After we were approved they sent us details of various different children. Lily and Megan arrived on our fax and we knew they were the ones. They have the same birth mother but different fathers. Our daughters were four and five when they were placed with us and they’re now aged 17 and 18.

We met them in 2004 and then they moved in. We were ready for them to move in as we’d done our socialising so we were a bit ready to have a change in life and we wanted it. I was 40 when they moved in. It was really overwhelming. 

It was such a weird experience because suddenly we’d got two fully formed human beings coming into our life and into our house who were very able to look after themselves. They could go to the cupboard and make themselves a sandwich. It was like having mini adults. They were traumatised but very compliant which made it very odd.

We always felt at that time – and things have changed – that things went against us

Whenever we look back at photos of Megan during this time she looks frightened. It was extraordinary – you don’t know how to behave towards children who have been moved from their mother, to their aunt, to foster carers, to us. We were not equipped with how to deal with it and at that time there was no support for us. We always felt at that time – and things have changed – that things went against us, that we were not supported at all and that we had to manage on our own.

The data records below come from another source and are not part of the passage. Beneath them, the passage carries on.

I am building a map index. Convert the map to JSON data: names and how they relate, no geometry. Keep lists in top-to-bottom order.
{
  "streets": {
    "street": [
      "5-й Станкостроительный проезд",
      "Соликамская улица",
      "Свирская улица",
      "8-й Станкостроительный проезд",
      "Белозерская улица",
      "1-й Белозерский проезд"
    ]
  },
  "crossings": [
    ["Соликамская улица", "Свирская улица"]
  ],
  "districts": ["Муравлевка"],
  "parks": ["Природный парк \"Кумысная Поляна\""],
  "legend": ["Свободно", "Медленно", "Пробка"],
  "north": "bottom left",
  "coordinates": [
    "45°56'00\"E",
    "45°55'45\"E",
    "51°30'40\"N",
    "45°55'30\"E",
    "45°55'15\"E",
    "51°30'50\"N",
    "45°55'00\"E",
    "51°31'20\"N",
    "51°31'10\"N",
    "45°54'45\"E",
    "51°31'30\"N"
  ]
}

Ever one said to us at the time: ‘Oh my God, don’t take older child they’ve got too much baggage – your life will be ruined!’  But whether you adopt a baby or an older child there’s no difference...that’s the nature of adoption. In an ideal world no one should be adopted but we thought we could make a real difference to an older child.

How would I describe adopting? Extraordinary, amazing and very challenging, but not because they’re challenging, it’s the situation that is challenging – their birth family and the consequences of neglect. Lily was very badly neglected which affected her academically. She has difficulty with language and is behind for her age but they’re both really amazing girls. We’ve had a lovely time and it’s so rewarding but it has been difficult.

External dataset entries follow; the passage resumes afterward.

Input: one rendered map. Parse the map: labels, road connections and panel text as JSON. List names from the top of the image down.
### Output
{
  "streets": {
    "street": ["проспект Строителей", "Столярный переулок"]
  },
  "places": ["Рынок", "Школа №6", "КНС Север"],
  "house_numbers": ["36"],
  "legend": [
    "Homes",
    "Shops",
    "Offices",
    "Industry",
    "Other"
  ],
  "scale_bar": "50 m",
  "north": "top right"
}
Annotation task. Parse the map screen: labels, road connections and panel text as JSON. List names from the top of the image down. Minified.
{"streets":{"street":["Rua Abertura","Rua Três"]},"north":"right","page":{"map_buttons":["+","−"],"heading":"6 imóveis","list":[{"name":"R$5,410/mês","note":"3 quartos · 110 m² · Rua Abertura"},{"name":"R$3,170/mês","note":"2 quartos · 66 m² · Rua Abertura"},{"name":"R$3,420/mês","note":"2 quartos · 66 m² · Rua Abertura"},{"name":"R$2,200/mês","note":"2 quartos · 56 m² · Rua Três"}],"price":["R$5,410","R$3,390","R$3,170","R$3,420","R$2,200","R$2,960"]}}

If you’re thinking you’re going to get a perfect baby, then adoption isn’t for you

The big things stand out like Megan passing Grade 5 at piano, the girls going horse-riding, but the main achievement was when Megan was contacted by her birth father’s family and came running down and told me. To have such an open and close relationship to a child you’ve not given birth to, especially when they’ve come from one of the worst possible backgrounds...that’s the biggest achievement. To be able to laugh around the dining table and for them to be able to tell me their feelings... that’s the best achievement.

What would be my advice to prospective adopters? If you’re thinking you’re going to get a perfect baby, then adoption isn’t for you because if you’re thinking it’s all going to be smooth-running, it won’t be.

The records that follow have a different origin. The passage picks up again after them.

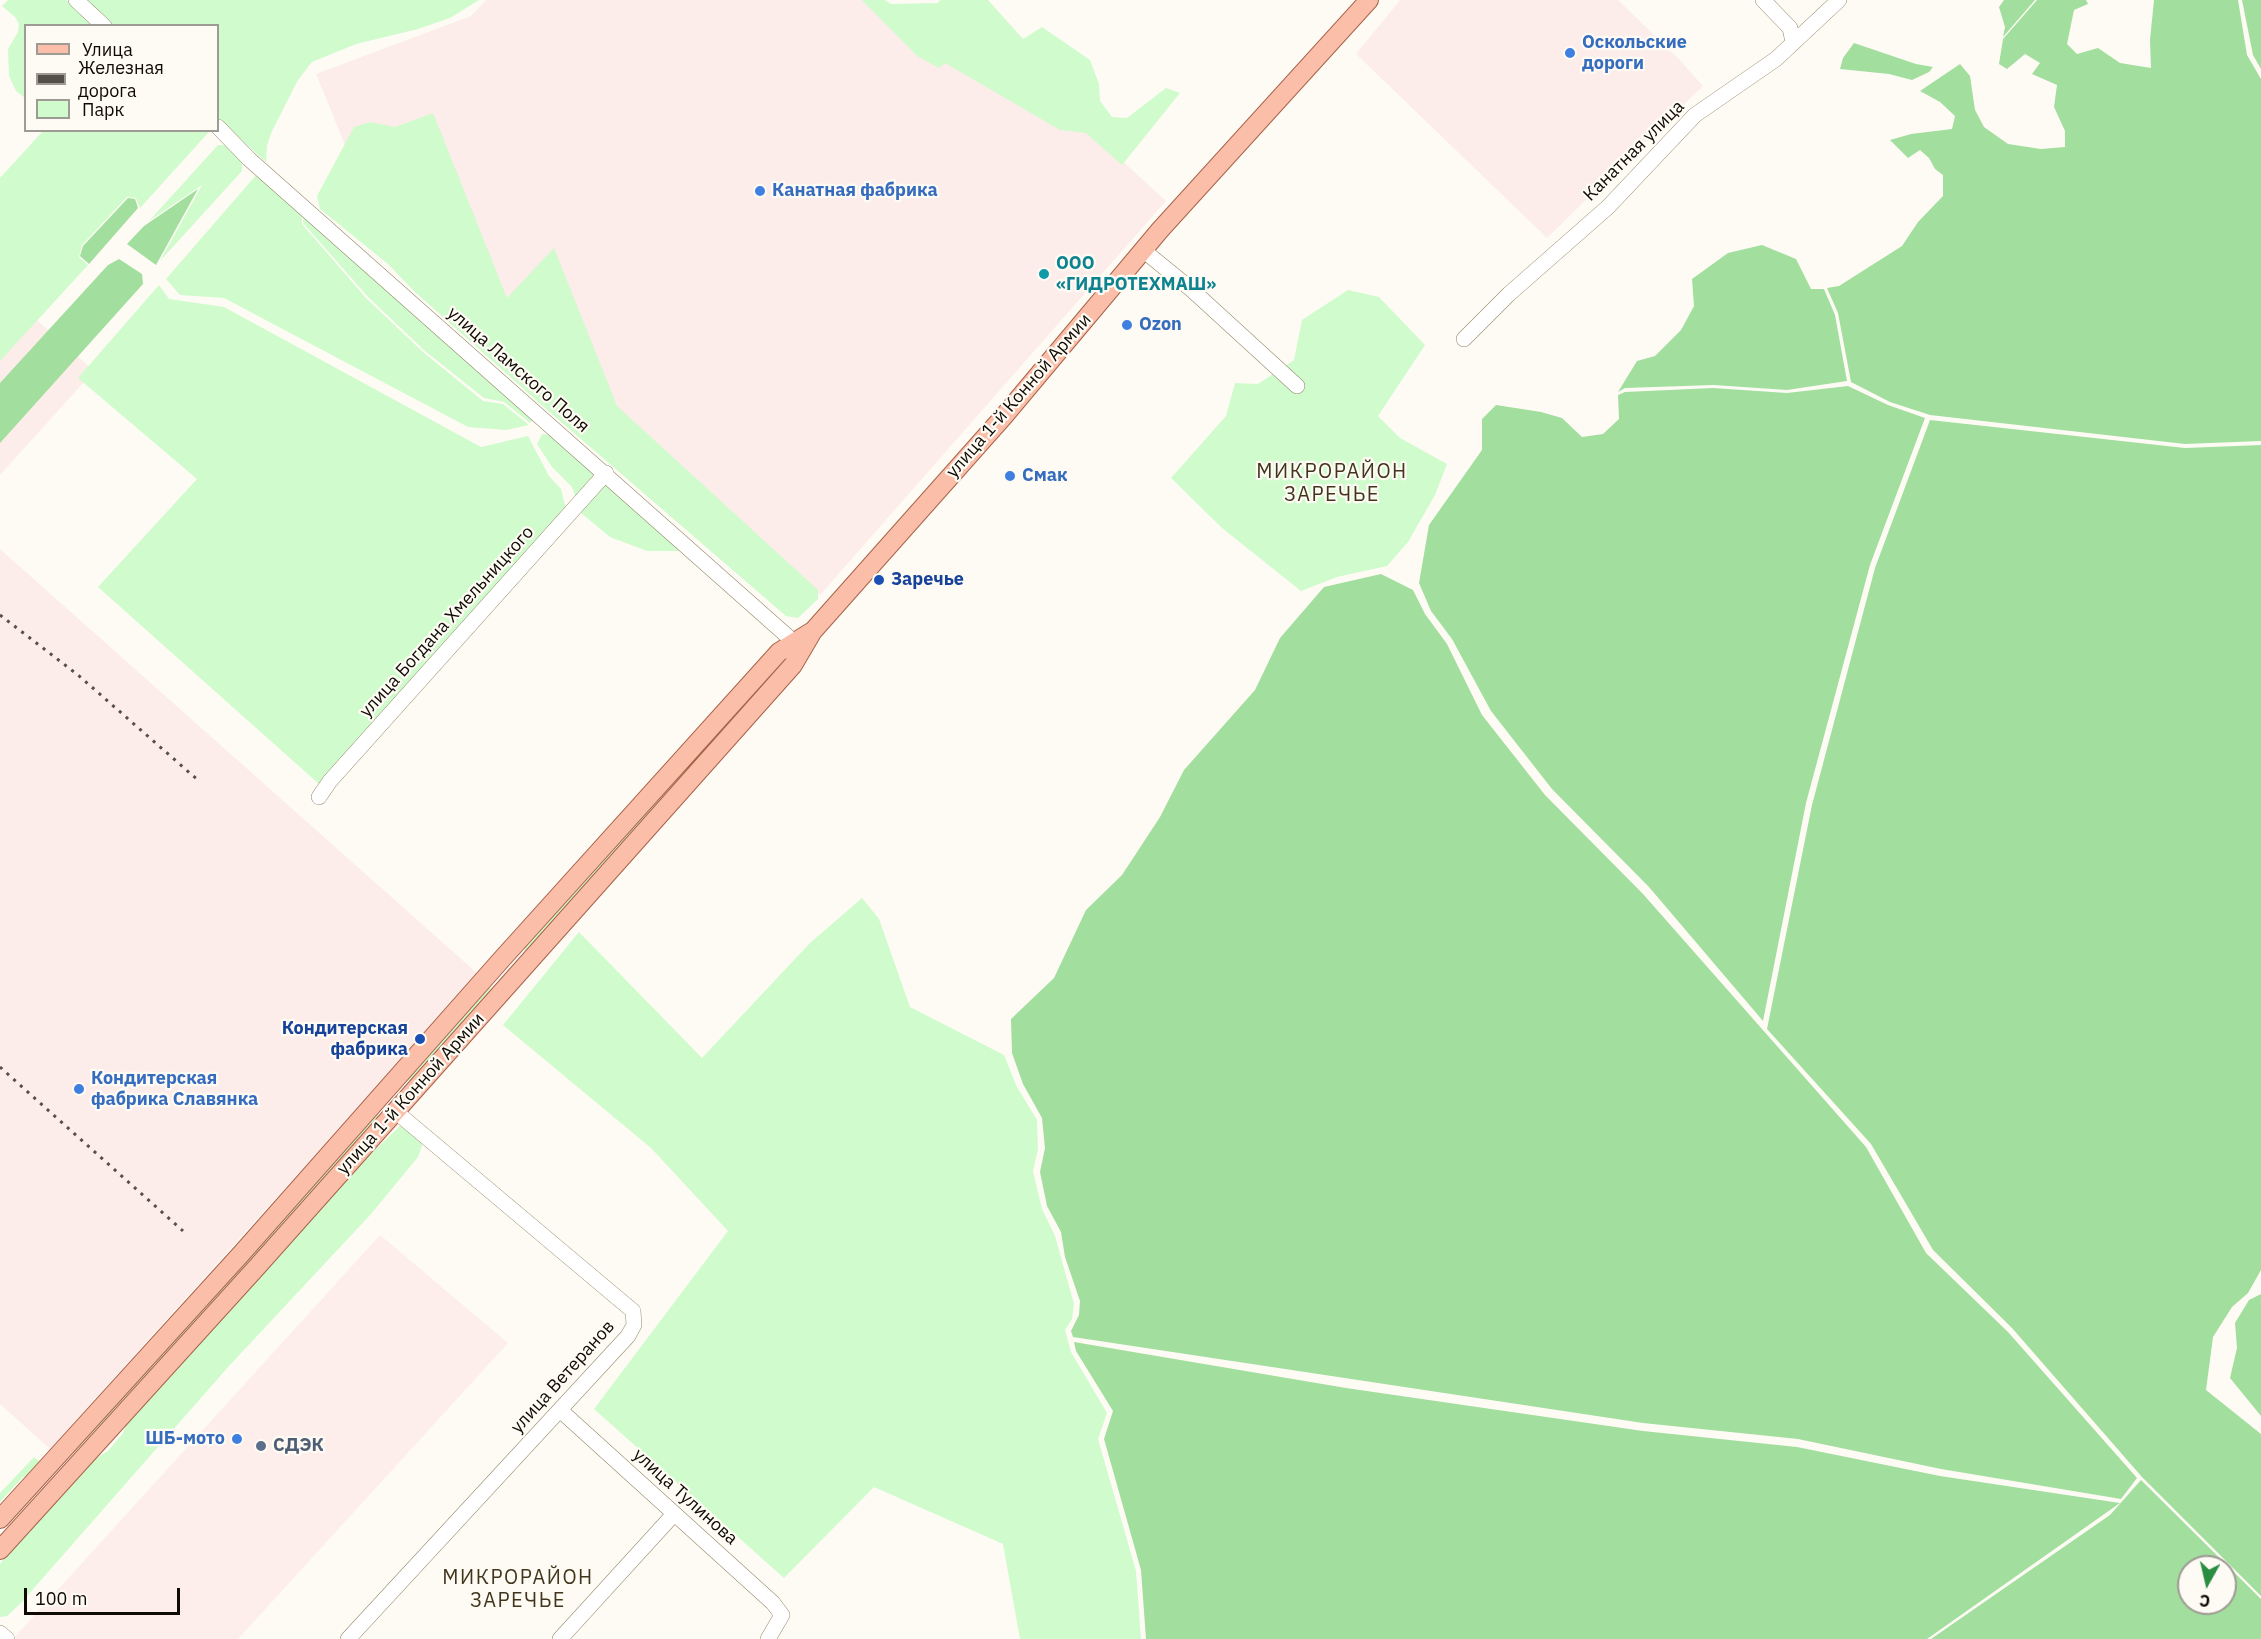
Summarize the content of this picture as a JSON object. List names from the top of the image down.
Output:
{
  "streets": {
    "main road": ["улица 1-й Конной Армии"],
    "street": [
      "Канатная улица",
      "улица Ламского Поля",
      "улица Богдана Хмельницкого",
      "улица Ветеранов",
      "улица Тулинова"
    ]
  },
  "crossings": [
    ["улица Ламского Поля", "улица 1-й Конной Армии"],
    ["улица Ламского Поля", "улица Богдана Хмельницкого"],
    ["улица 1-й Конной Армии", "улица Ветеранов"],
    ["улица Ветеранов", "улица Тулинова"]
  ],
  "districts": ["МИКРОРАЙОН ЗАРЕЧЬЕ", "МИКРОРАЙОН ЗАРЕЧЬЕ"],
  "places": [
    "Оскольские дороги",
    "Канатная фабрика",
    "ООО «ГИДРОТЕХМАШ»",
    "Ozon",
    "Смак",
    "Заречье",
    "Кондитерская фабрика",
    "Кондитерская фабрика Славянка",
    "ШБ-мото",
    "СДЭК"
  ],
  "legend": ["Улица", "Железная дорога", "Парк"],
  "scale_bar": "100 m",
  "north": "bottom"
}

If you do want to adopt you have to really, really, want to do it. It can’t be a case of ‘oh, I quite want to’ or ‘it’s a good second option’. You need to be driven as it’s such a challenge. You have to be desperate to do it. It’s certainly not an easy option.

adopting siblings was the best thing we did

People are worried about missing ‘the firsts’. But if the children have been neglected they won’t have experienced a lot of ‘the firsts’ yet, like getting on a bike, swimming, going on a plane, watching TV with you and cuddling up together on the sofa.

There are also advantages to adopting older children. You can tell what they’re thinking and they can tell you. I think I’d find it very difficult to have a baby who didn’t understand me and I didn’t understand them – whereas older children can tell you what they’re feeling. So when they’re having a terrible nightmare, you can’t make it totally better but you can talk about it.

Their best support was each other so even though as teenagers they’d sometimes get on each other’s nerves, they are also each other’s greatest support. Keeping them together was their saviour, even though they like to have a bit of time apart from one another now.

I really feel that adopting siblings was the best thing we did – although I accept that some siblings have to be separated. The girls have had contact with some of their birth family over the years but not with the birth mother, just the siblings. My adopted daughters are each one of nine - so they have seven other maternal siblings.